Die Staatsanwaltschaft Verden wirft Klette unter anderem versuchten Mord vor, weil bei einem Überfall im Jahr 2015 Schüsse fielen. Von ihren mutmaßlichen Komplizen Ernst-Volker Staub (70) und Burkhard Garweg (56) fehlt jede Spur.

Wie konnte Daniela Klette mehr als 30 Jahre im Untergrund leben, ohne aufzufliegen?
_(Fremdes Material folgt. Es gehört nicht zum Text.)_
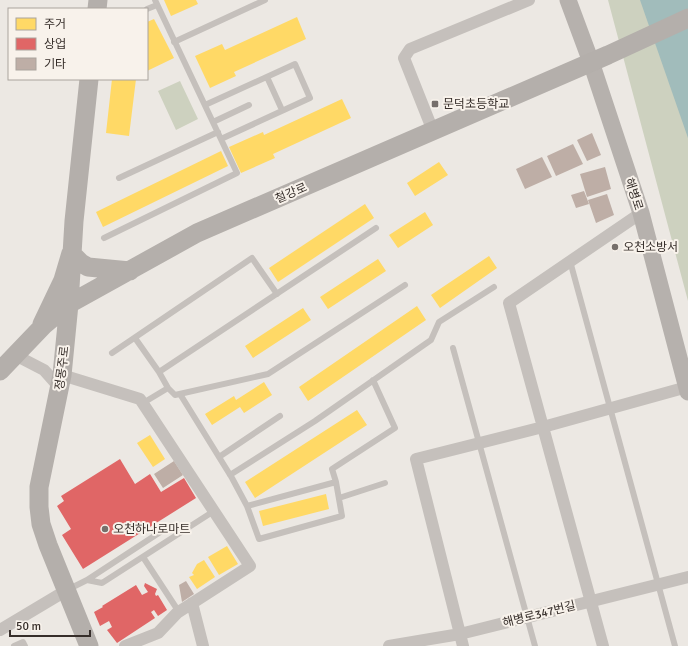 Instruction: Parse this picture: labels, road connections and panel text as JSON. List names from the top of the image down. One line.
{"streets":{"main road":["철강로","해병로","정몽주로"],"street":["해병로347번길"]},"crossings":[["철강로","해병로"],["철강로","정몽주로"]],"places":{"transit":["문덕초등학교"],"other":["오천소방서","오천하나로마트"]},"legend":["주거","상업","기타"],"scale_bar":"50 m"} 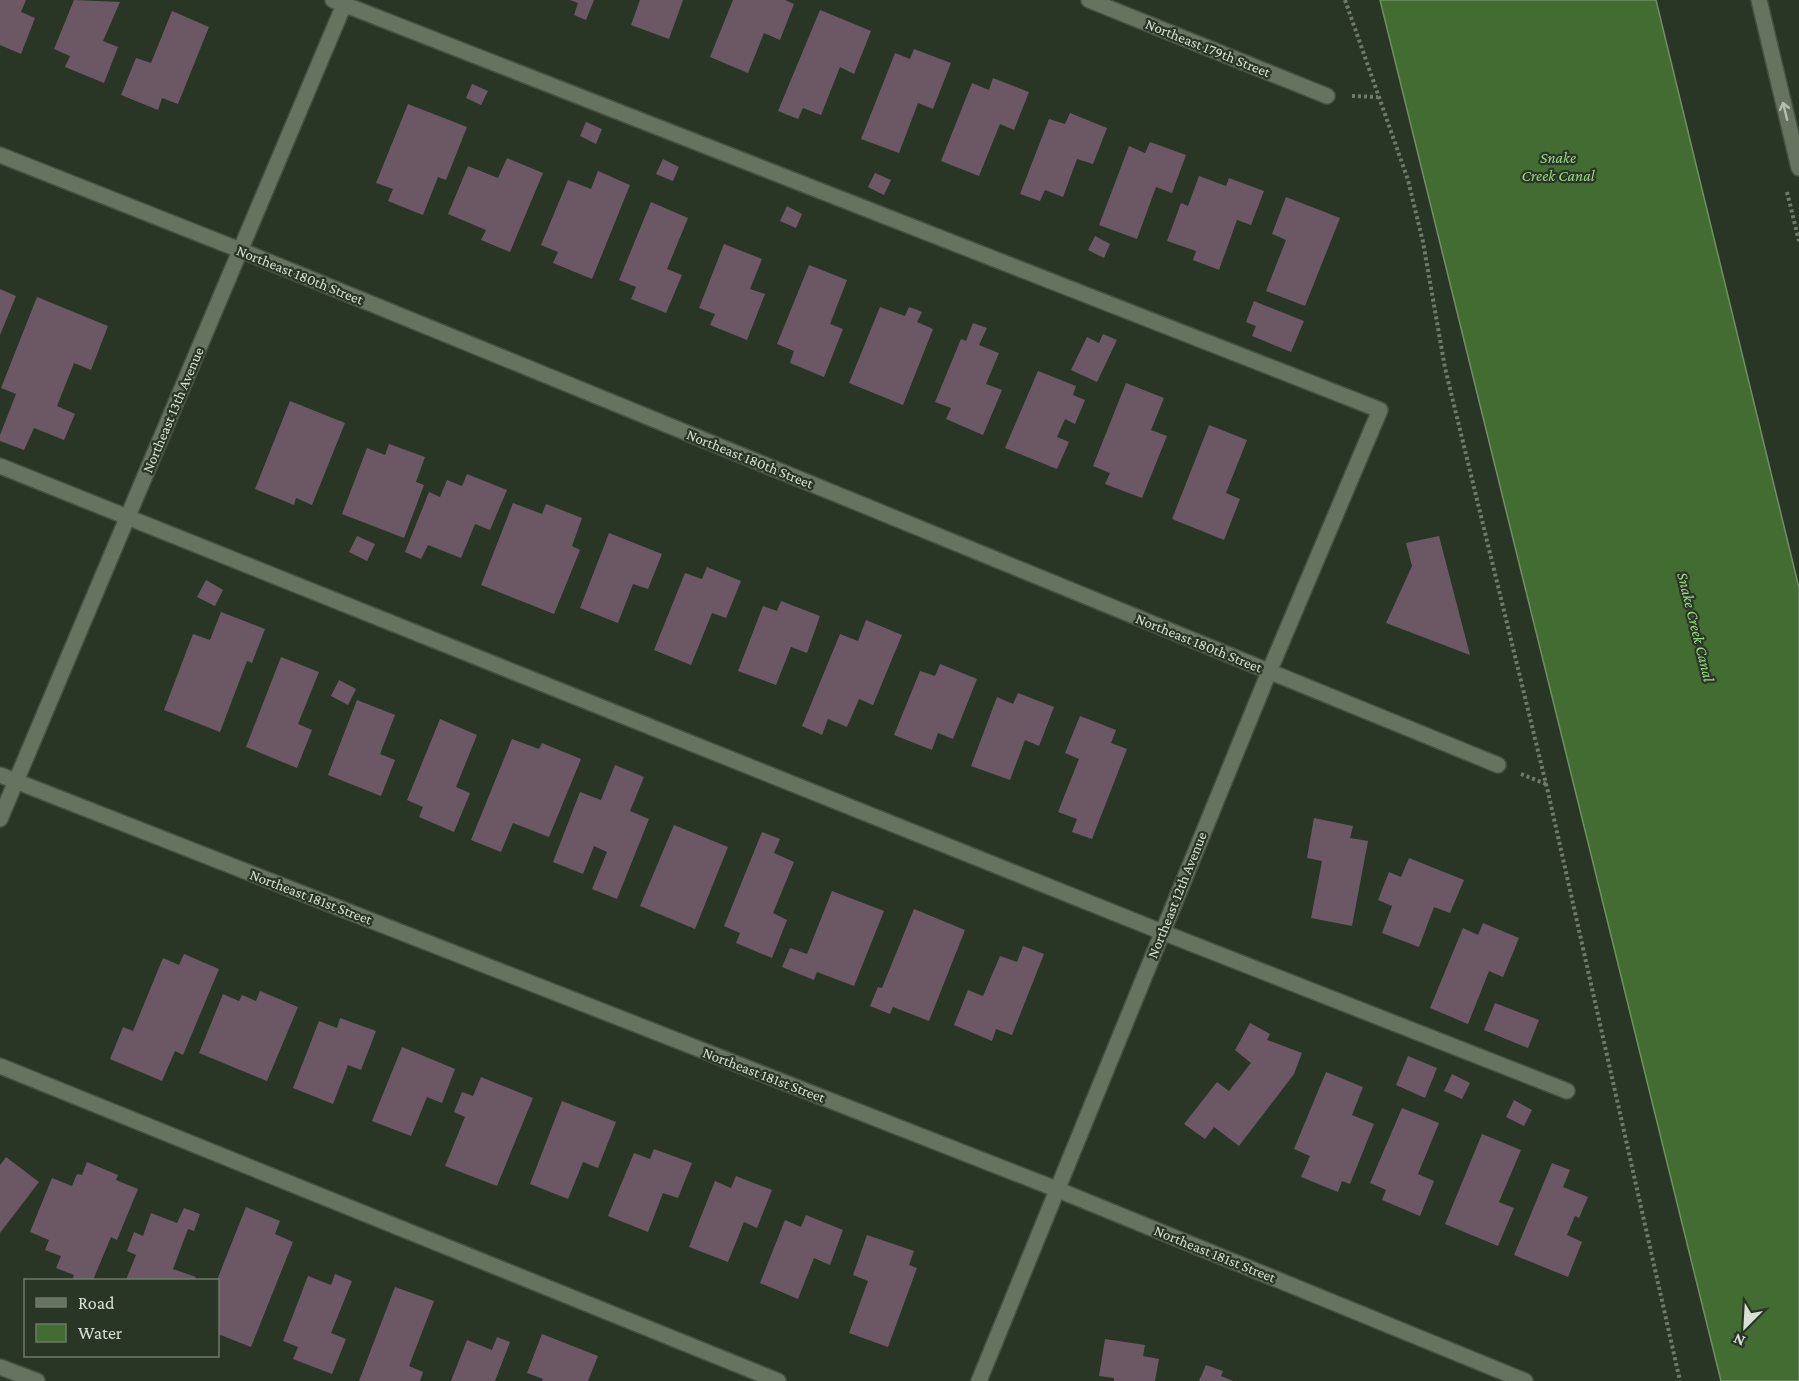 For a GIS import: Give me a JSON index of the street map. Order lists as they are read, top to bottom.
{
  "streets": {
    "street": [
      "Northeast 179th Street",
      "Northeast 180th Street",
      "Northeast 13th Avenue",
      "Northeast 12th Avenue",
      "Northeast 181st Street"
    ]
  },
  "crossings": [
    ["Northeast 180th Street", "Northeast 13th Avenue"],
    ["Northeast 180th Street", "Northeast 12th Avenue"],
    ["Northeast 13th Avenue", "Northeast 12th Avenue"],
    ["Northeast 13th Avenue", "Northeast 181st Street"],
    ["Northeast 12th Avenue", "Northeast 181st Street"]
  ],
  "water": ["Snake Creek Canal"],
  "legend": ["Road", "Water"],
  "north": "bottom left"
}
Seit ihrer Festnahme Ende Februar 2024 sind einige Details aus dem Leben des ehemaligen RAF-Mitglieds bekanntgeworden. Klette lebte zuletzt unter falscher Identität in einer Wohnung in einem Mietshaus in Berlin-Kreuzberg. Den Ermittlern zufolge soll sie verschiedene Alias-Namen wie Claudia Bernadi oder Claudia Schmidt Oliviera benutzt haben. 2015 soll sie sich bei der Anmietung einer Wohnung in Bremen als Sarah ausgegeben haben, 2016 in Hildesheim als Lucia. Die Ermittler gehen davon aus, dass sie die Umgebung von Tatorten vorab auskundschaftete.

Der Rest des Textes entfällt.